↓↓↓

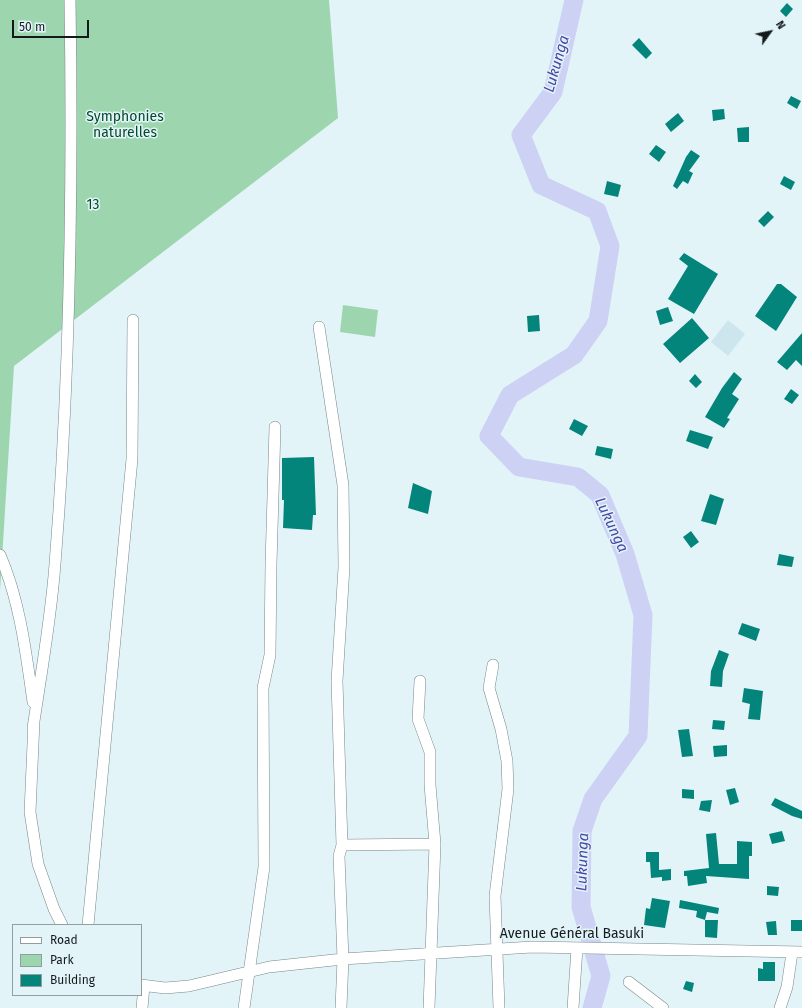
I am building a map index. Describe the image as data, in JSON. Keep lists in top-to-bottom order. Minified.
{"streets":{"street":["Avenue Général Basuki"]},"water":["Lukunga"],"parks":["Symphonies naturelles","13"],"legend":["Road","Park","Building"],"scale_bar":"50 m","north":"top right"}
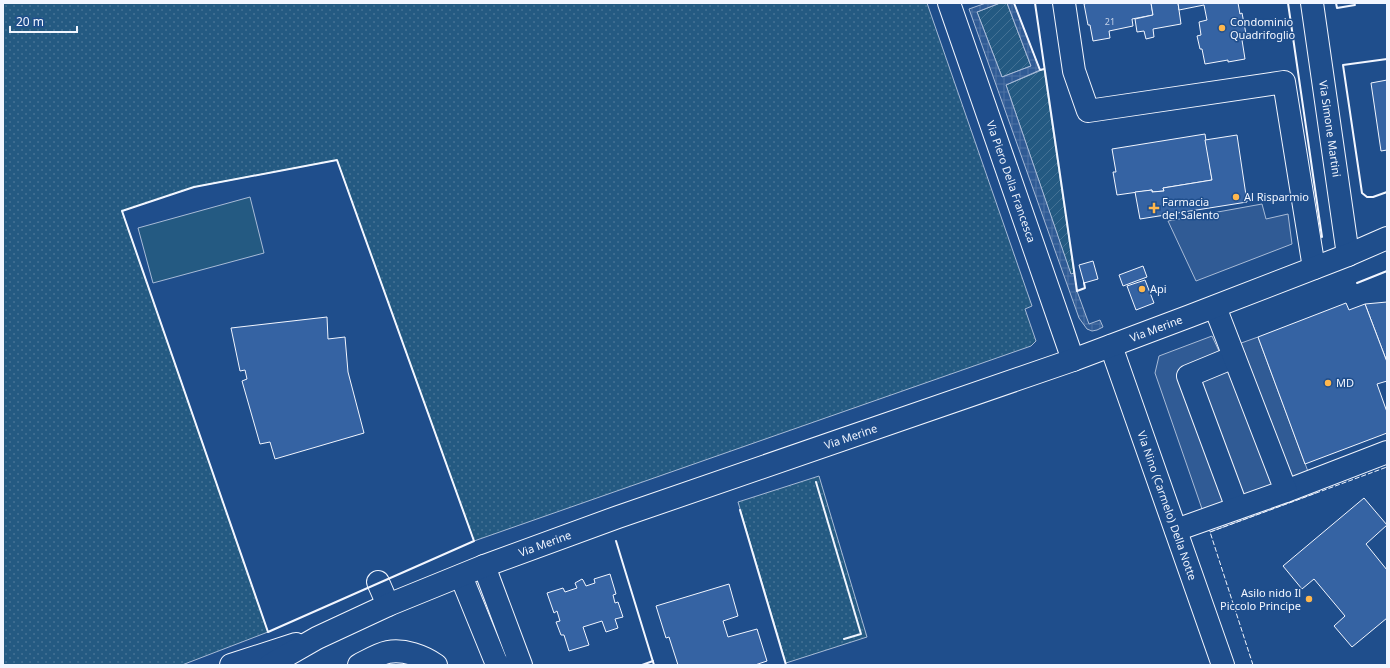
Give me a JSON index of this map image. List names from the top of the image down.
{
  "streets": {
    "street": [
      "Via Simone Martini",
      "Via Piero Della Francesca",
      "Via Merine",
      "Via Nino (Carmelo) Della Notte"
    ]
  },
  "crossings": [
    ["Via Simone Martini", "Via Merine"],
    ["Via Piero Della Francesca", "Via Merine"],
    ["Via Merine", "Via Nino (Carmelo) Della Notte"]
  ],
  "places": {
    "other": [
      "Condominio Quadrifoglio",
      "Al Risparmio",
      "Api",
      "MD",
      "Asilo nido Il Piccolo Principe"
    ],
    "health": ["Farmacia del Salento"]
  },
  "house_numbers": ["21"],
  "scale_bar": "20 m"
}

↑↑↑

▶ **What is expected**
Give the records a second time exactly, keeping the images out.

▶ **Task response**
I am building a map index. Describe the image as data, in JSON. Keep lists in top-to-bottom order. Minified.
{"streets":{"street":["Avenue Général Basuki"]},"water":["Lukunga"],"parks":["Symphonies naturelles","13"],"legend":["Road","Park","Building"],"scale_bar":"50 m","north":"top right"}
Give me a JSON index of this map image. List names from the top of the image down.
{
  "streets": {
    "street": [
      "Via Simone Martini",
      "Via Piero Della Francesca",
      "Via Merine",
      "Via Nino (Carmelo) Della Notte"
    ]
  },
  "crossings": [
    ["Via Simone Martini", "Via Merine"],
    ["Via Piero Della Francesca", "Via Merine"],
    ["Via Merine", "Via Nino (Carmelo) Della Notte"]
  ],
  "places": {
    "other": [
      "Condominio Quadrifoglio",
      "Al Risparmio",
      "Api",
      "MD",
      "Asilo nido Il Piccolo Principe"
    ],
    "health": ["Farmacia del Salento"]
  },
  "house_numbers": ["21"],
  "scale_bar": "20 m"
}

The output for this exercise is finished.